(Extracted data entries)
┌────────

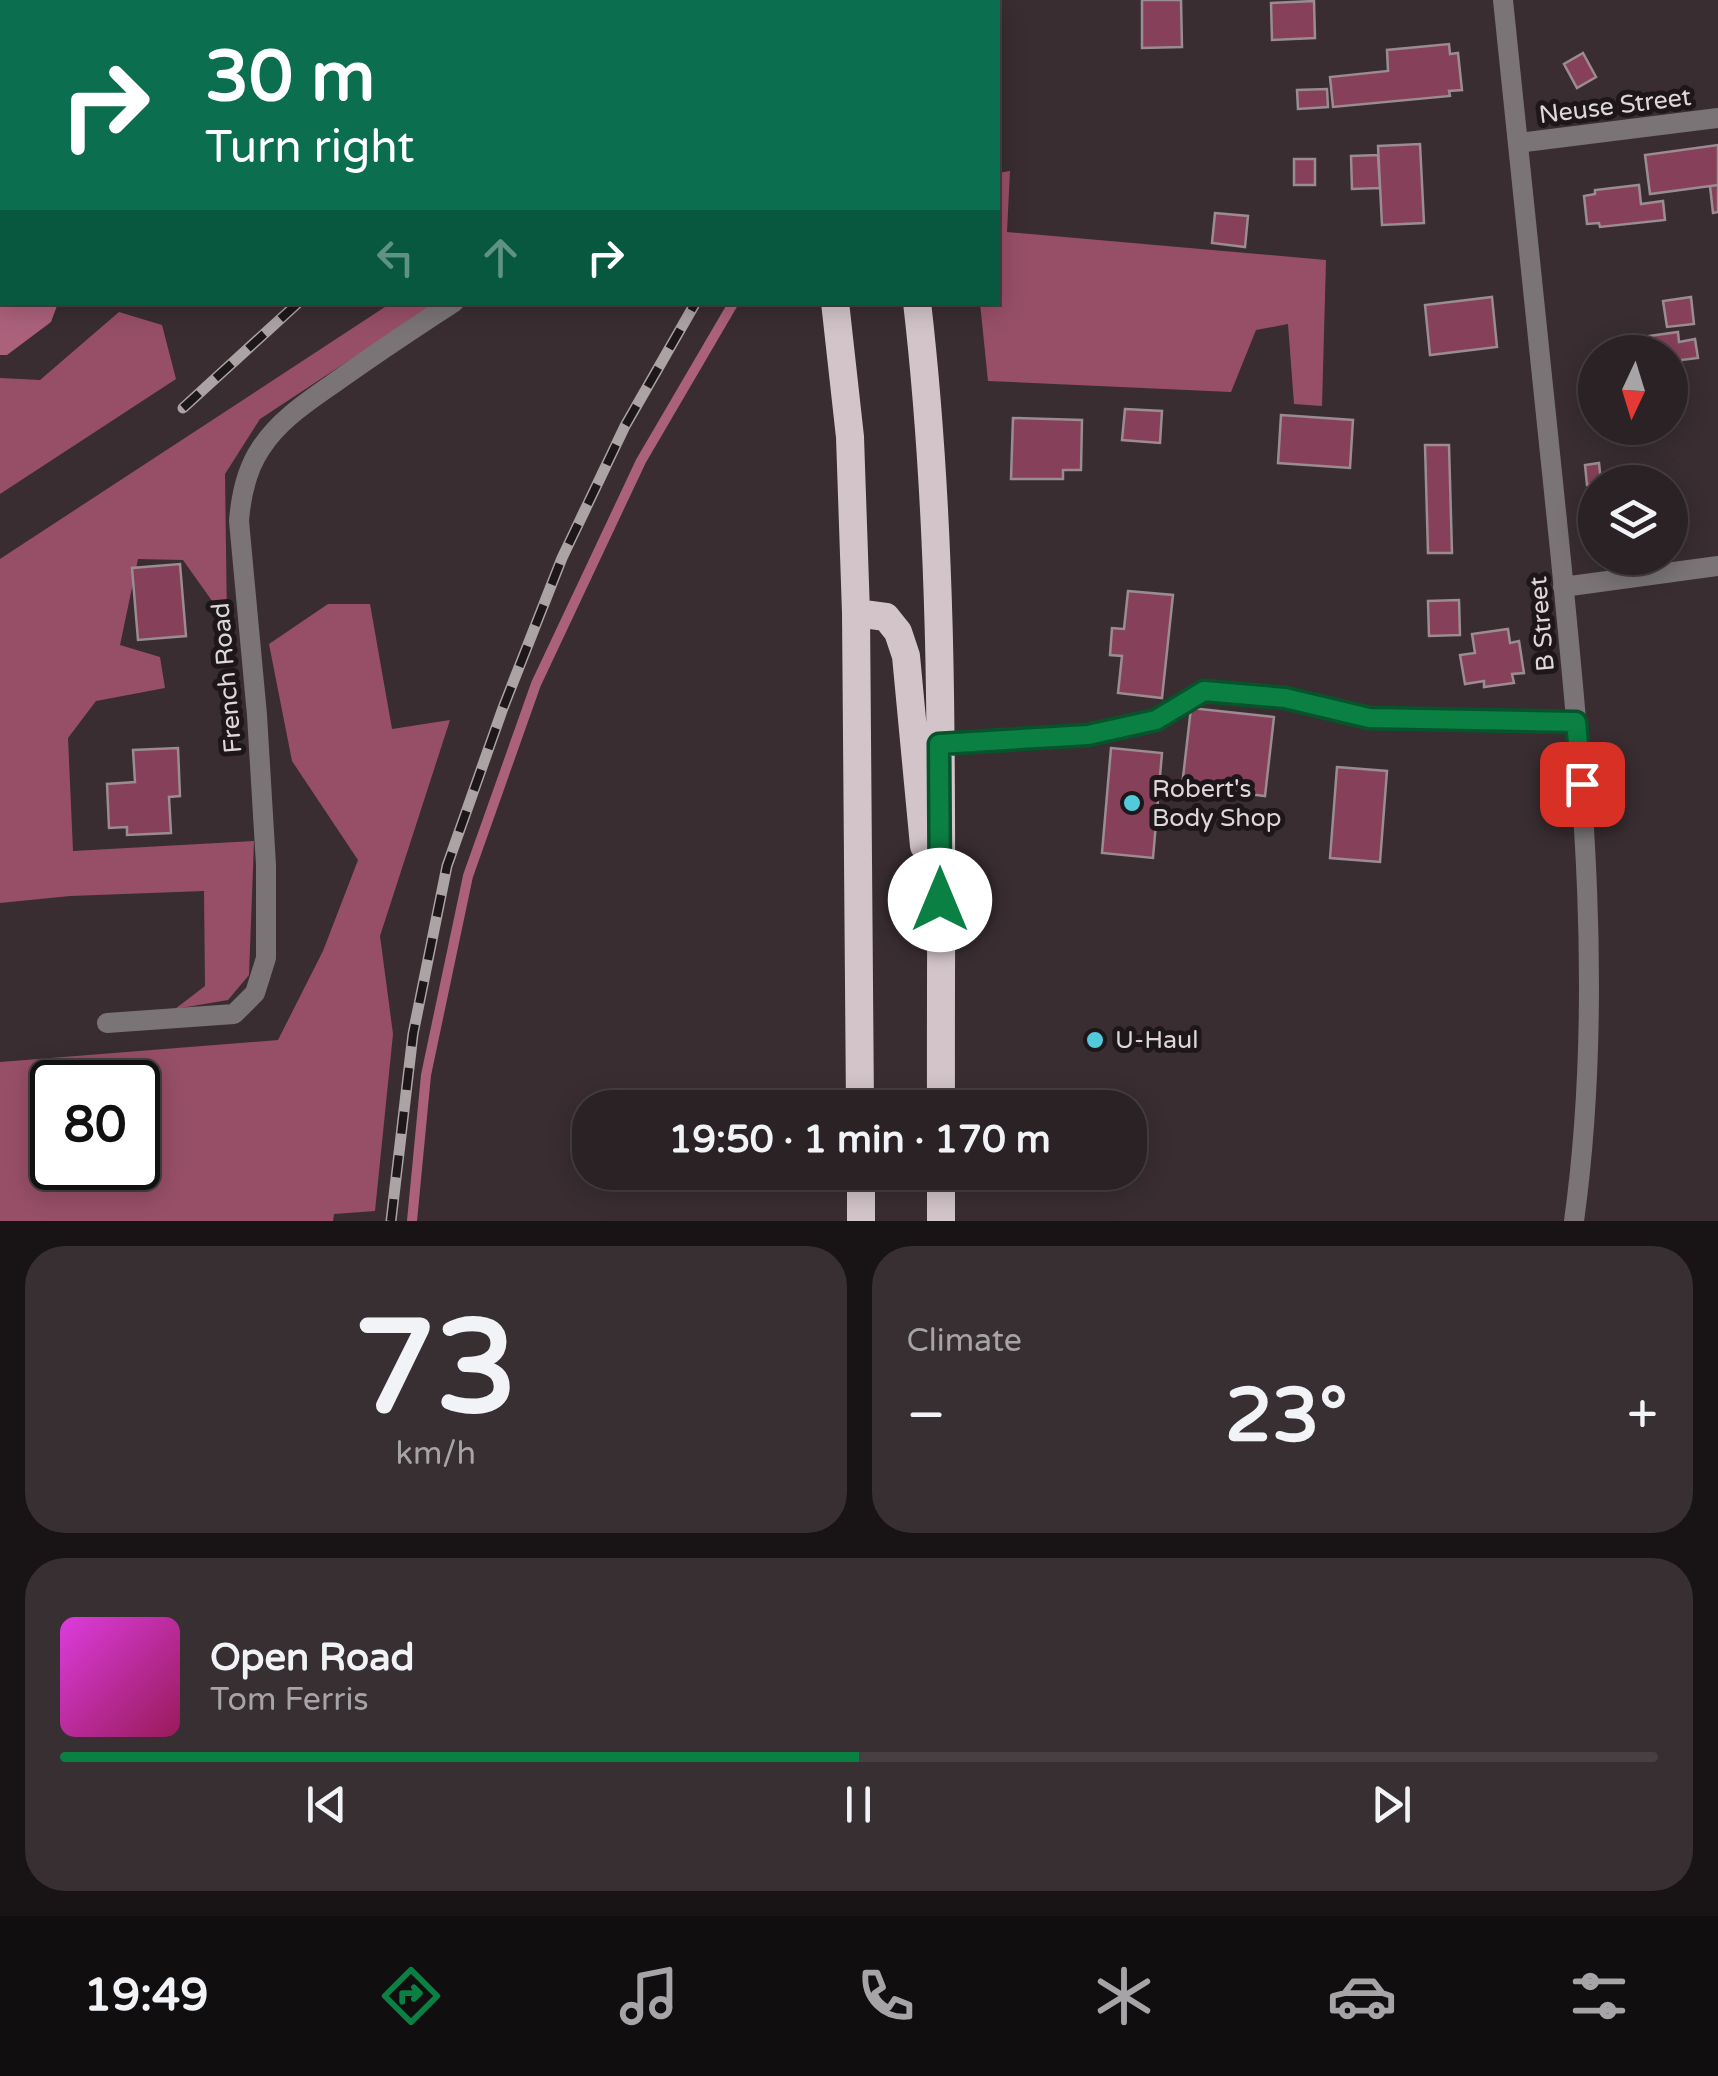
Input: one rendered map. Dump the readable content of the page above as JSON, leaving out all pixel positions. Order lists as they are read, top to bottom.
{
  "streets": {
    "street": ["Neuse Street", "B Street", "French Road"]
  },
  "crossings": [
    ["Neuse Street", "B Street"]
  ],
  "places": ["Robert's Body Shop", "U-Haul"],
  "north": "bottom",
  "page": {
    "turn": ["30 m", "Turn right"],
    "limit": "80",
    "trip": "19:50 · 1 min · 170 m",
    "tile": [
      ["73", "km/h"],
      "Climate"
    ],
    "heat": ["−", "23°", "+"],
    "song": ["Open Road", "Tom Ferris"],
    "tabs": "19:49"
  }
}
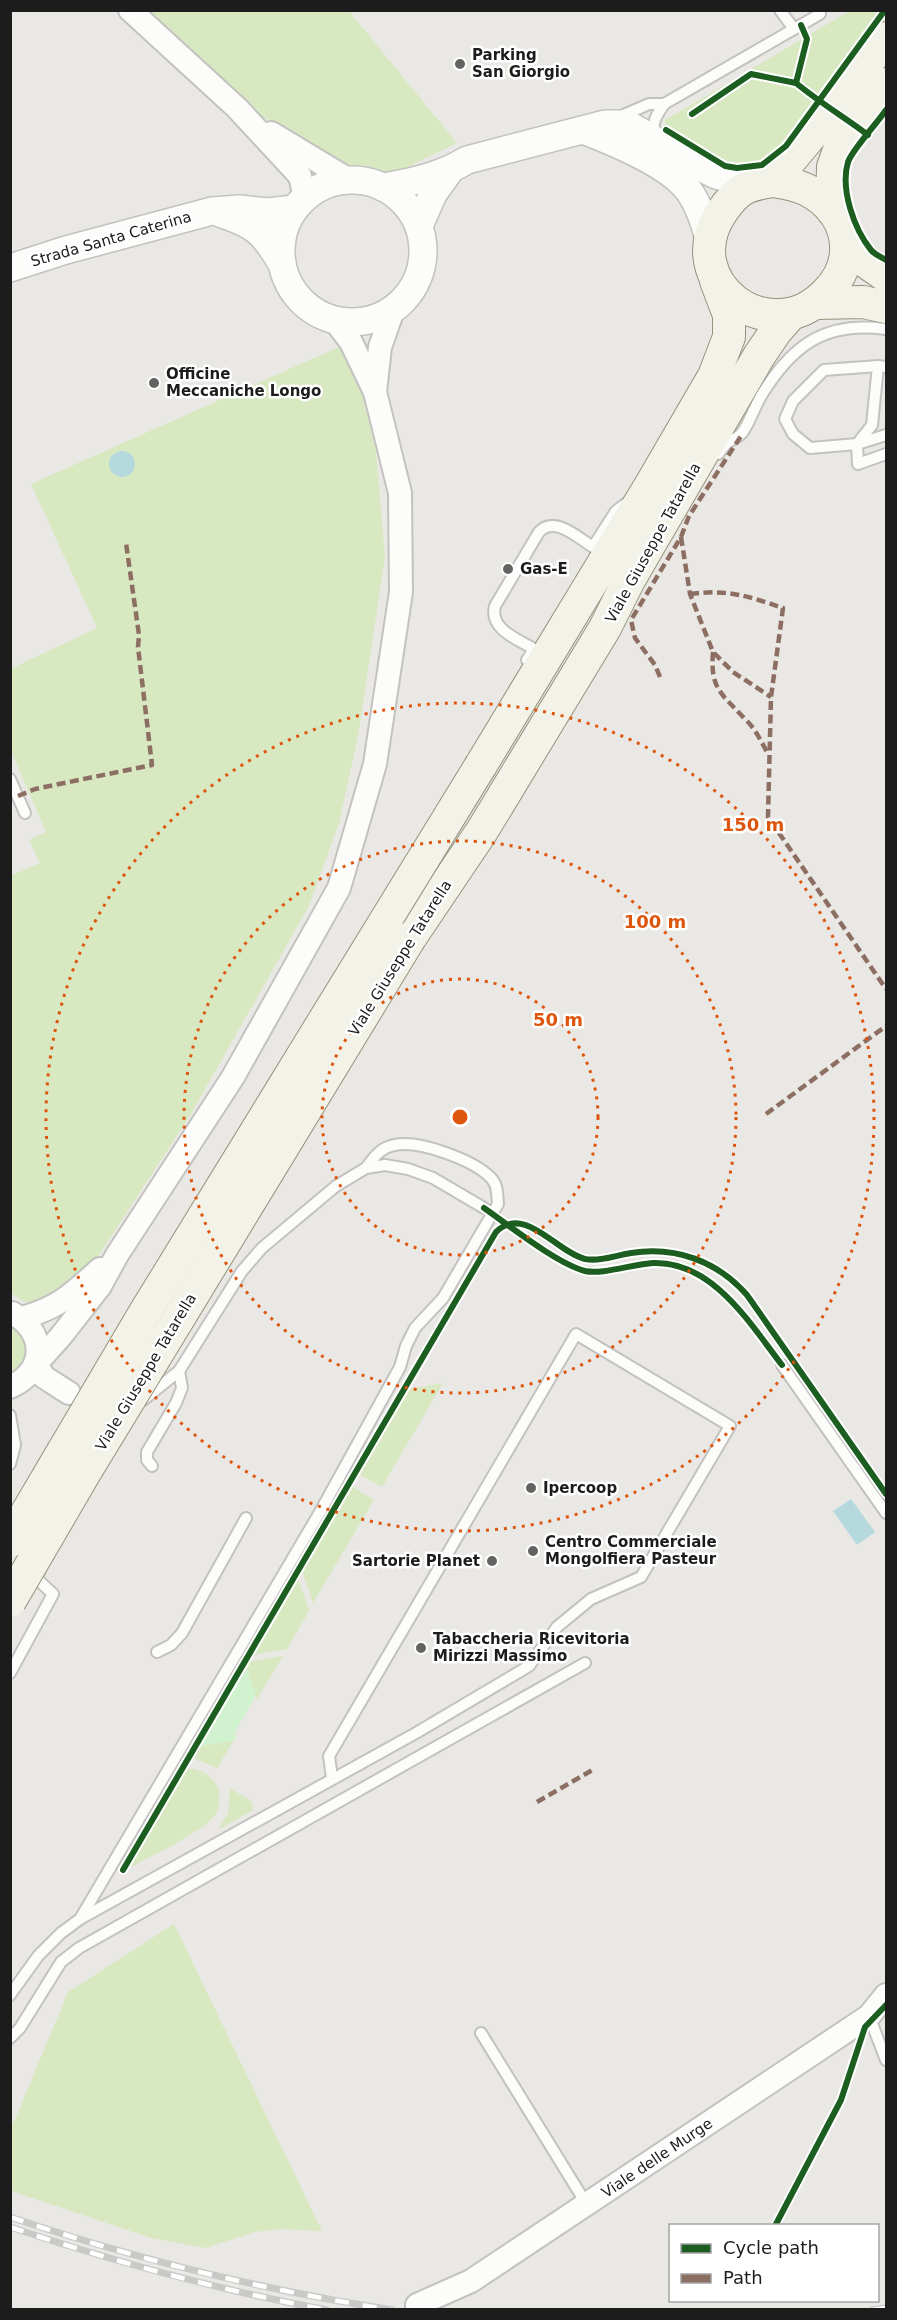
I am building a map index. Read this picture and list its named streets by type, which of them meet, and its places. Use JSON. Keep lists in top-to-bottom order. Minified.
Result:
{"streets":{"main road":["Viale Giuseppe Tatarella"],"street":["Strada Santa Caterina","Viale delle Murge"]},"places":["Parking San Giorgio","Officine Meccaniche Longo","Gas-E","Ipercoop","Centro Commerciale Mongolfiera Pasteur","Sartorie Planet","Tabaccheria Ricevitoria Mirizzi Massimo"],"legend":["Cycle path","Path"],"rings":["150 m","100 m","50 m"]}
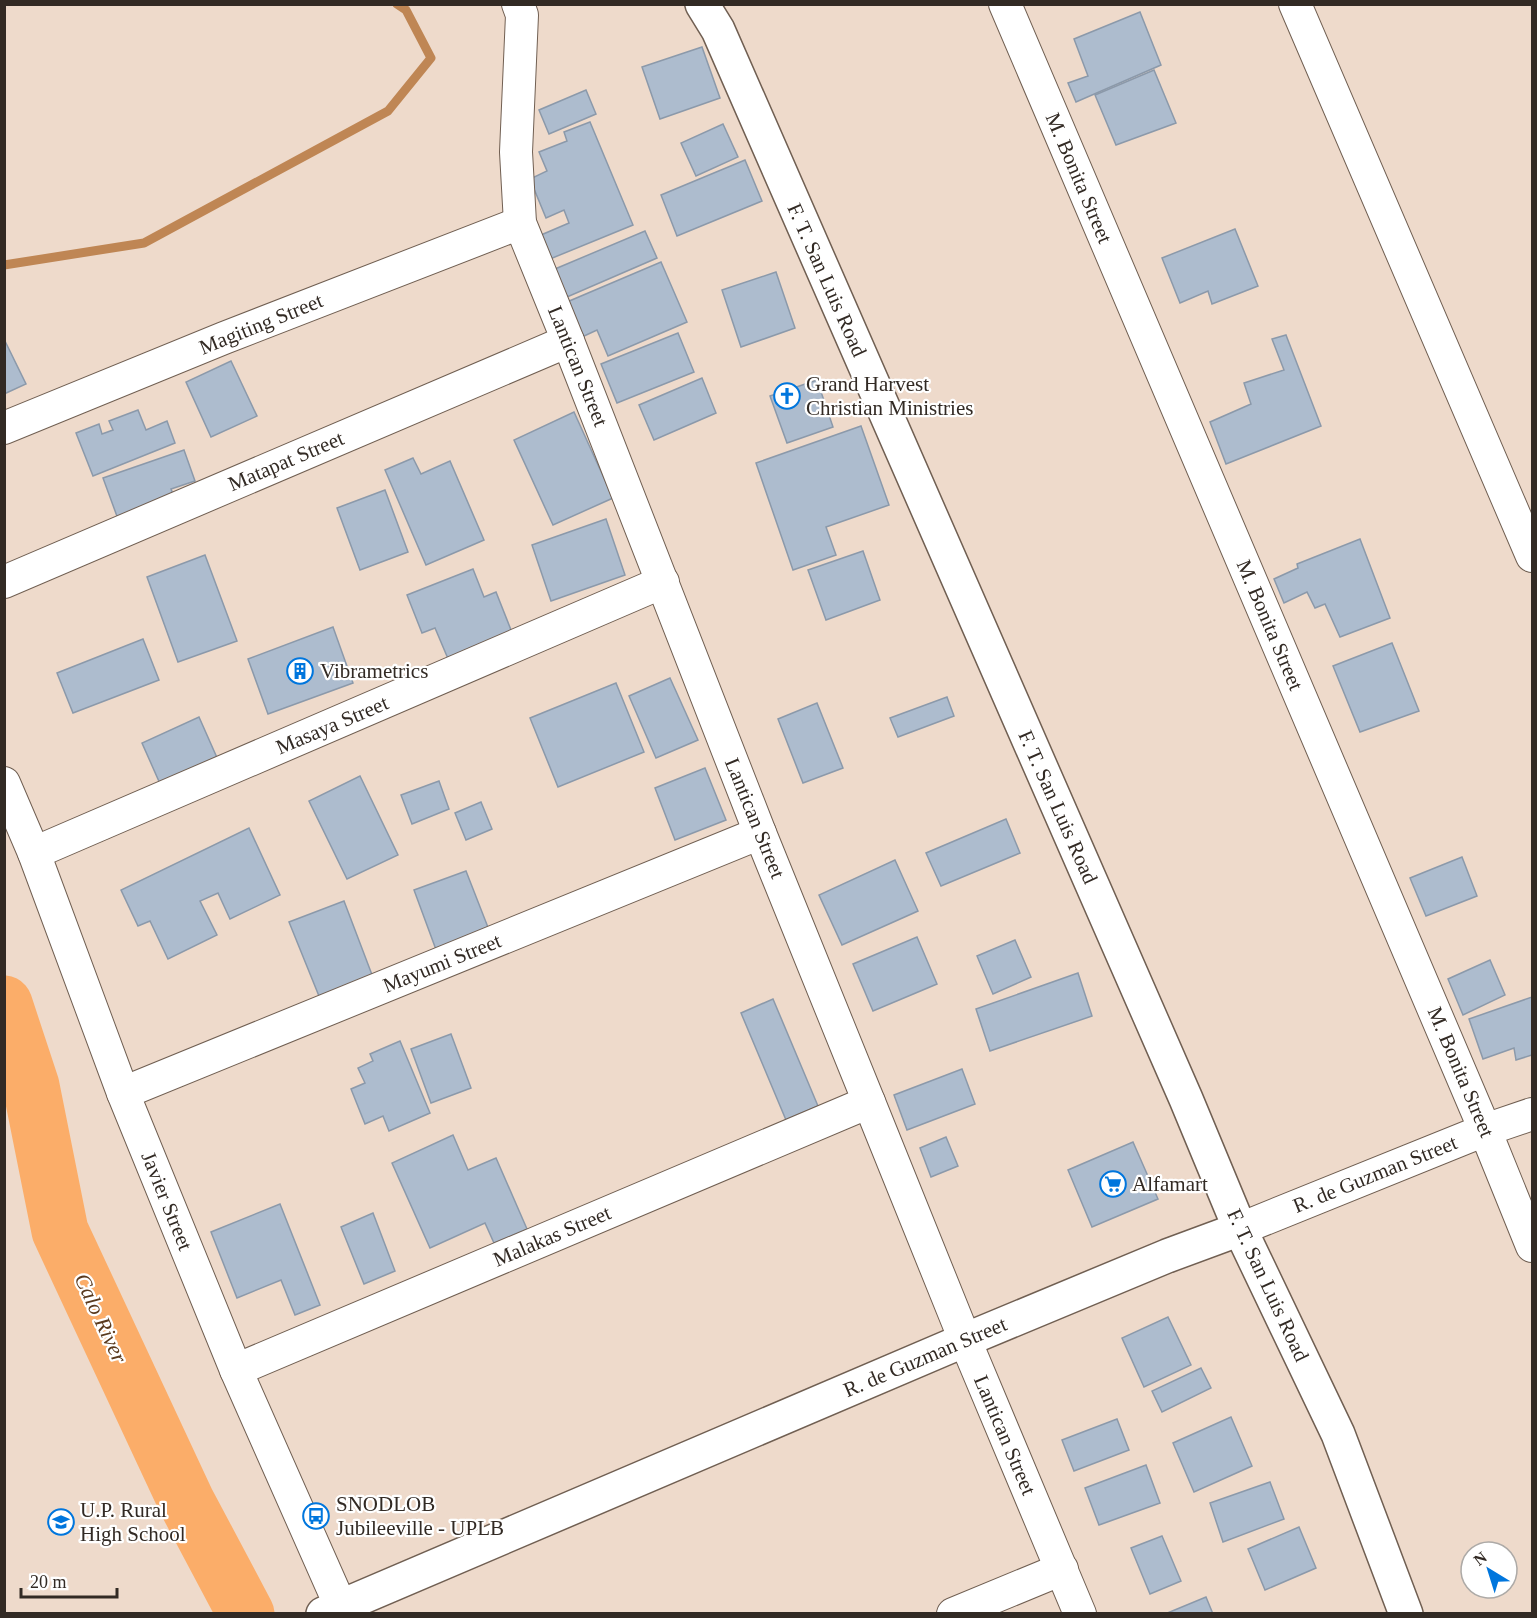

└────────

→ **Task prompt**
Print out the entries above word for word from the first line to the line containing "I am building", both included, omitting the pictures.

→ **Task answer**
Input: one rendered map. Dump the readable content of the page above as JSON, leaving out all pixel positions. Order lists as they are read, top to bottom.
{
  "streets": {
    "street": ["Neuse Street", "B Street", "French Road"]
  },
  "crossings": [
    ["Neuse Street", "B Street"]
  ],
  "places": ["Robert's Body Shop", "U-Haul"],
  "north": "bottom",
  "page": {
    "turn": ["30 m", "Turn right"],
    "limit": "80",
    "trip": "19:50 · 1 min · 170 m",
    "tile": [
      ["73", "km/h"],
      "Climate"
    ],
    "heat": ["−", "23°", "+"],
    "song": ["Open Road", "Tom Ferris"],
    "tabs": "19:49"
  }
}
I am building a map index. Read this picture and list its named streets by type, which of them meet, and its places. Use JSON. Keep lists in top-to-bottom order. Minified.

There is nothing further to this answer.